■ **What to produce**: In the material below, find every line containing the string "direction" and return it.

■ **The input**:
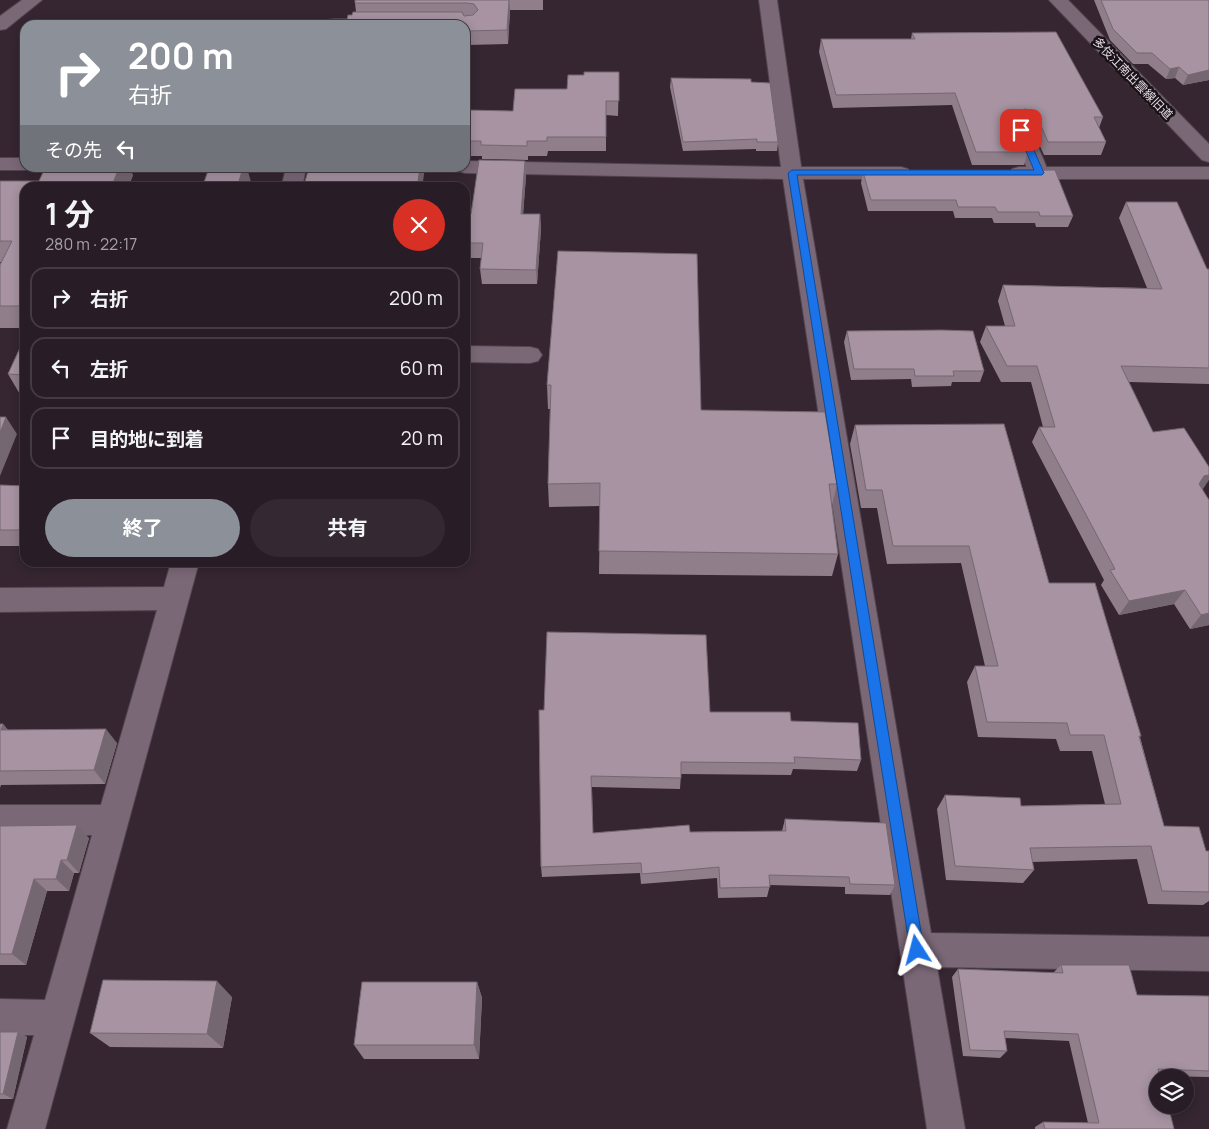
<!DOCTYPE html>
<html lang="ja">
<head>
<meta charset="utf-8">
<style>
	:root { --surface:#281c26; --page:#342932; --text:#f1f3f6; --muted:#a5a1a7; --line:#443a43; --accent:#8c9099 }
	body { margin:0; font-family:Manrope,"Noto Sans JP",sans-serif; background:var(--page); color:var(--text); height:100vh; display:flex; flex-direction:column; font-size:19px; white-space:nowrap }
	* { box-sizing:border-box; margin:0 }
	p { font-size:16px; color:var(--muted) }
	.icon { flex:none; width:28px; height:28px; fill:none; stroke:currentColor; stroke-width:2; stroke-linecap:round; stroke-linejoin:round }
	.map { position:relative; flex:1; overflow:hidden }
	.side { position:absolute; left:20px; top:182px; width:450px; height:385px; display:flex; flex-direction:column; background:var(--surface); border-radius:15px; box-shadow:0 2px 12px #0003,0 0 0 1px var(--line) }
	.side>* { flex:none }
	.guide { position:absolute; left:20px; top:20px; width:450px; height:152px; border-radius:15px; box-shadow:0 2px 12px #0003,0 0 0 1px var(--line); background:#8c9099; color:#fff; overflow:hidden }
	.controls { position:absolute; left:1149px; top:1069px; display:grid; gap:10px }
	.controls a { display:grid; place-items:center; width:45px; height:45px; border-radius:50%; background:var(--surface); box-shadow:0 2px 12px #0003,0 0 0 1px var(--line); font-size:25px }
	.pin { position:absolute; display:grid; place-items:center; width:42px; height:42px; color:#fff; margin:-21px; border-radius:10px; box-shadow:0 2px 8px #0006 }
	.me { position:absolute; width:55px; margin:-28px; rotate:351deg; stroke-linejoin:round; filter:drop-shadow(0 0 4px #0008) }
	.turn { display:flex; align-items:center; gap:18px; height:105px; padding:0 25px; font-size:22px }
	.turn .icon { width:65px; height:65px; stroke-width:2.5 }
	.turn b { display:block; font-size:35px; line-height:42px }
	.then { display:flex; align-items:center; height:48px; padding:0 25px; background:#0003; gap:10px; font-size:19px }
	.round { display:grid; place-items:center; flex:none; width:52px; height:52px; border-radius:26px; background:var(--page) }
	.overview { display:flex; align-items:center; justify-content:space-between; height:85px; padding:0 25px }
	h1 { font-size:30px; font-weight:700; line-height:38px }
	.primary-button { display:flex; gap:10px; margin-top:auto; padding:10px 25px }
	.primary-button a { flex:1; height:58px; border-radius:30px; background:var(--accent); color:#fff; font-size:20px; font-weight:700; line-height:58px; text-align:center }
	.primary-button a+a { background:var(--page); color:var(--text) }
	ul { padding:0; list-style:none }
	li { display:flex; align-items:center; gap:15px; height:62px; margin:0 10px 8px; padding:0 15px; border:2px solid var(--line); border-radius:15px }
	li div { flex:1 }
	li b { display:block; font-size:19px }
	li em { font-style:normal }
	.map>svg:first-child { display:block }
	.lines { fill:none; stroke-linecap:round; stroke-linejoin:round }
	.street-casing { stroke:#52444f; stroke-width:2 }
	.secondary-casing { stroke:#52444f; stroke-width:2 }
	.street { fill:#7b6877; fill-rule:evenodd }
	.secondary { fill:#7b6877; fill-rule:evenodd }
	.wall { fill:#907e8b }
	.shaded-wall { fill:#756771 }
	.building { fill:#a793a2; stroke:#756771 }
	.route { fill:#1a73e8; stroke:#114b97 }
	.labels { text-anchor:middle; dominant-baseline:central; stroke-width:5; stroke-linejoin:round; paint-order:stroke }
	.far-street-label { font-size:12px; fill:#e7dce4; stroke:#191217 }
</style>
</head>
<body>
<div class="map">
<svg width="1209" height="1129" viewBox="0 0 1209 1129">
	<rect width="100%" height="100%" fill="#352632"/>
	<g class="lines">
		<g class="street-casing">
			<path id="street" d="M759,0H777L802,173L931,933L1209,937V971L937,967L965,1129H927L783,179L465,173L458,171L455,168H465V161L781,167Z
				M334,19H384L390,20L393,24H325L328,20Z
				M1021,124L1028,126L1031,130L1049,173L1046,177L1039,179L1032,177L1029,173L1011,130L1014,126Z
				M0,158H25V168H33L25,170H0Z
				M286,168H306L302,188H281Z
				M465,346L530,347L538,349L542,355L538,361L530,363L465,362Z
				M171,562H199L45,1129H7L34,1035H0V999L45,1000L92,835H0V805H101L157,610L0,612V588L164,587Z"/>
		</g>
		<g class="secondary-casing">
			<path id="secondary" d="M22,0H42L6,29L0,30V16Z
				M1049,0H1068L1209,144V162L1202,160Z
				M792,167H901L908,169L911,173L908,177L901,179H792L785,177L782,173L785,169Z
				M1019,167H1209V179H1019L1012,177L1009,173L1012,169Z"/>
		</g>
		<use href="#street" class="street"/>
		<use href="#secondary" class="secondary"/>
	</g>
	<path class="wall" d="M355,0H543V10H510L508,44L467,45V49H465V25L352,15L356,12L355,3Z
		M1094,0H1209V80L1183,85L1175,78L1166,79L1148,64H1133L1110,40Z
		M912,33L1103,117L1099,128L1106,142L1101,155H1044L1032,129L1029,124L1020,122L1016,124L1028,152L1024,165H972L952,105L833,108L819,52L821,39H911Z
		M619,72L618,116L606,115V151H548L547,156H528V160L482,159V156H465V110L513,111L567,89L584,75Z
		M671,78L751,82L778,142L777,151H756V149L683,151L670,87Z
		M525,161L526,176L523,214H540L541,229L537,284H482L480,269L482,258H465V214H471Z
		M863,172L1073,216L1068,227H1036L1035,223H994L992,218H955L953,211H868L861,183Z
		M133,175L128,188H25V328H0V265L1,262H0V181H39Z
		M1126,202L1207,269H1209V384L1129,382L1153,432L1203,489L1209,625L1190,629L1174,604L1119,615L1101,585L1104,580L1032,442L1039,427H1043L1031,382H1001L980,342L986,326H1005L998,301L1003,285L1147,288L1119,218Z
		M558,251L701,410L837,484L832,505L838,554L832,576L599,574L600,506L549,507L548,484L550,409H548L547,385Z
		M847,331L984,371L980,382H952L951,386L912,387L911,379L851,380L844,342Z
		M25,337V396H21L8,374Z
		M855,425L1049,583L1141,736L1140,737L1164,826L1206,851H1209V901L1203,905L1148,904L1137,859L1032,862L1034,870L1023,883L946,880L937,809L945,795L1021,806L1105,804L1092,751H1060L1056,739L978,737L967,682L975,666H985L961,563L887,564L877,508H861L850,444Z
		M0,485L25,486V546H0Z
		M539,710L710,712L791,721L861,760L857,771L793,769L791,775L681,774L680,789L592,787L593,833L782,831L785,819L895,885L890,895L845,894V887L770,885L767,897L718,898L717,878L641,884L640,873L542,877L541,867Z
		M0,724H3L8,730L117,743L105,784L1,785L0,788Z
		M0,826L89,838L79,873H74L69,891H47L26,965H0Z
		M1061,965L1137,995L1209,996V1077L1160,1076L1174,1129H1035V1127L1043,1122L1088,1123L1069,1041L1005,1038L1007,1051L1000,1058L963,1056L952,977L958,969L1053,973Z
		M477,982L482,998L479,1059H364L354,1045Z
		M232,997L223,1048L110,1047L90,1033Z
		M0,1032H18L27,1037L13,1099H0Z"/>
	<path class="shaded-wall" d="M509,0L510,10L508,44L507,30Z
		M466,31L467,45V49L465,35Z
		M1179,67L1175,78L1166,79L1170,69Z
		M1209,70V80L1183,85L1188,75Z
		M1025,109L1020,122L1012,125L1013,118L1017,112Z
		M525,161L526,176L522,229L521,214Z
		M119,168H130L133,175L128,188H111Z
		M243,168H247L251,182L250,188H237Z
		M420,168H425L422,188H417Z
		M540,214L541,229L537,284L536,270Z
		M6,417L17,434L0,476V433Z
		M1209,475V480L1203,489L1194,491L1204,476Z
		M1185,590L1174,604L1119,615L1129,601Z
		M1209,613V625L1190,629L1201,615Z
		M3,724L16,739L1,730Z
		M106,729L117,743L105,784L94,770Z
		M77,825L89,838L79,873L67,860Z
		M61,860L74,873L69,891L56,879Z
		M34,879L47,891L26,965L12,954Z
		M217,981L232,997L223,1048L207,1034Z
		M477,982L482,998L479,1059L474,1045Z
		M18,1032L27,1037L13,1099L3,1094Z"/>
	<path class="building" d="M355,0H509L507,30L466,31L465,35V25H346L348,15H352L353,12H462L464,16L473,15L478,10L474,4L467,3H355Z
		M1101,0H1209V70L1188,75L1179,67L1170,69L1152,53H1137L1113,29Z
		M1056,32L1103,117H1094L1106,142H1048L1037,116L1033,111L1025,109L1017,112L1013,118L1028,152H976L955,93L836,95L821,39H915L912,33Z
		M584,72H619V101H606V137H547V141H527V146L481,145V141H465V110L513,111L515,89H567L568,75H584Z
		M671,78L751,79V82L770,83L778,142H757V139L683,142Z
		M479,160L525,161L521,214H540L536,270L480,269L483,243H465V214H471Z
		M45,168H119L111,188H25V306H0V265L12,241H0V181H39Z
		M209,168H243L237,188H202Z
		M309,168H420L417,188H303Z
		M1055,170L1073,216H1040L1039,212H998L995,207H958L956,200H871L863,172Z
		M1126,202H1177L1207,269H1209V368L1121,366L1153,432L1184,428L1209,467V475L1204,476L1199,484L1209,500V613L1201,615L1185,590L1129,601L1110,570L1115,569L1039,427H1055L1037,366H1007L986,326H1015L1003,285L1162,289Z
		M558,251L697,254L701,410L825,412L837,484H829L838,554L599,551L600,483L548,484L551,385H547Z
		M942,330L973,331L984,371H953L954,376H915L914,369H854L847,331Z
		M25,337V375L8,374Z
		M0,417H6L0,433Z
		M1004,424L1049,583H1095L1141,736H1139L1164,826L1199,827L1206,851H1209V892L1162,891L1151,846L1030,848L1034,870L955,866L945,795L1020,798L1021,806L1121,804L1104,735H1070L1067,723L987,722L975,666H998L969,546H893L882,490H866L855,425Z
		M0,485L25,486V530H0Z
		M547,632L706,635L710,712H790L791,721L858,723L861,760L794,757L795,763L681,762V778L591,776L593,833L689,825L690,832L786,831L785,819L886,823L895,885L850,884L849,877L769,875L770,887L720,888L719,867L642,874L641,863L541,867L539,710H544Z
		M0,724H3L1,730L106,729L94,770L0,771Z
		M77,825L67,860H61L56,879H34L12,954H0V826Z
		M1061,965H1129L1137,995L1209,996V1071L1158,1069L1160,1078H1158V1105H1168L1174,1129H1045L1043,1122L1099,1123L1078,1034L1004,1031L1007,1051L970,1050L958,969L1063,973Z
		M103,980L217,981L207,1034L90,1033Z
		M362,982H477L474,1045H354Z
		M0,1032H18L3,1094H0Z"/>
	<path class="route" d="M1018,129L1025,130L1044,173L1042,175H797L924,950L922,955L917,957L912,955L910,950L788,173L792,170H1034L1017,130Z"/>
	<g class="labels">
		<g class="far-street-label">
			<text transform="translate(1133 78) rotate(46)">多伎江南出雲線旧道</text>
		</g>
	</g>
</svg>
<div class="controls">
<a><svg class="icon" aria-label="layers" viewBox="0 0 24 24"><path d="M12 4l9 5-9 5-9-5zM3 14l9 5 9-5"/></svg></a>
</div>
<div class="pin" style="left:1021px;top:130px;background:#d93025"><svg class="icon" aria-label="arrive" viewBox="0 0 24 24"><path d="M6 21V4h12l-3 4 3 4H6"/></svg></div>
<svg class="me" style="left:917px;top:950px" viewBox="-20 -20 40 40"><path d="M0-17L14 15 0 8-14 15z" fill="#1a73e8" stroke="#fff" stroke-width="4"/></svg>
<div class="guide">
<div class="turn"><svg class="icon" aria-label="right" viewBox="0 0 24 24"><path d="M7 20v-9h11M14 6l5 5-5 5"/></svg><div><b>200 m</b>右折</div></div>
<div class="then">その先<svg class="icon" aria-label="left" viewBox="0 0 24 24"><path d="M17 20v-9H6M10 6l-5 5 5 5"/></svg></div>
</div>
<section class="side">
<div class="overview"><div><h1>1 分</h1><p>280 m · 22:17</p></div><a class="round" style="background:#d93025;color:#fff"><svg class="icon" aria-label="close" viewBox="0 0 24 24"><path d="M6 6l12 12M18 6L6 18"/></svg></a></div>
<ul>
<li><svg class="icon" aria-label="right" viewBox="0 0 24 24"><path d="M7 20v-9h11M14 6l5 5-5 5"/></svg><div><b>右折</b></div><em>200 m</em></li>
<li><svg class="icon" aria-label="left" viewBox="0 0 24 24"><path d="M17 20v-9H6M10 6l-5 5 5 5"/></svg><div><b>左折</b></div><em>60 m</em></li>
<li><svg class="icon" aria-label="arrive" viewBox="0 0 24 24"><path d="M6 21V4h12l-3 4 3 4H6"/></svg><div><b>目的地に到着</b></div><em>20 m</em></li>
</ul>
<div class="primary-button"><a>終了</a><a>共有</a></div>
</section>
</div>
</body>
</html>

■ **Output for this exercise**:
	body { margin:0; font-family:Manrope,"Noto Sans JP",sans-serif; background:var(--page); color:var(--text); height:100vh; display:flex; flex-direction:column; font-size:19px; white-space:nowrap }
	.side { position:absolute; left:20px; top:182px; width:450px; height:385px; display:flex; flex-direction:column; background:var(--surface); border-radius:15px; box-shadow:0 2px 12px #0003,0 0 0 1px var(--line) }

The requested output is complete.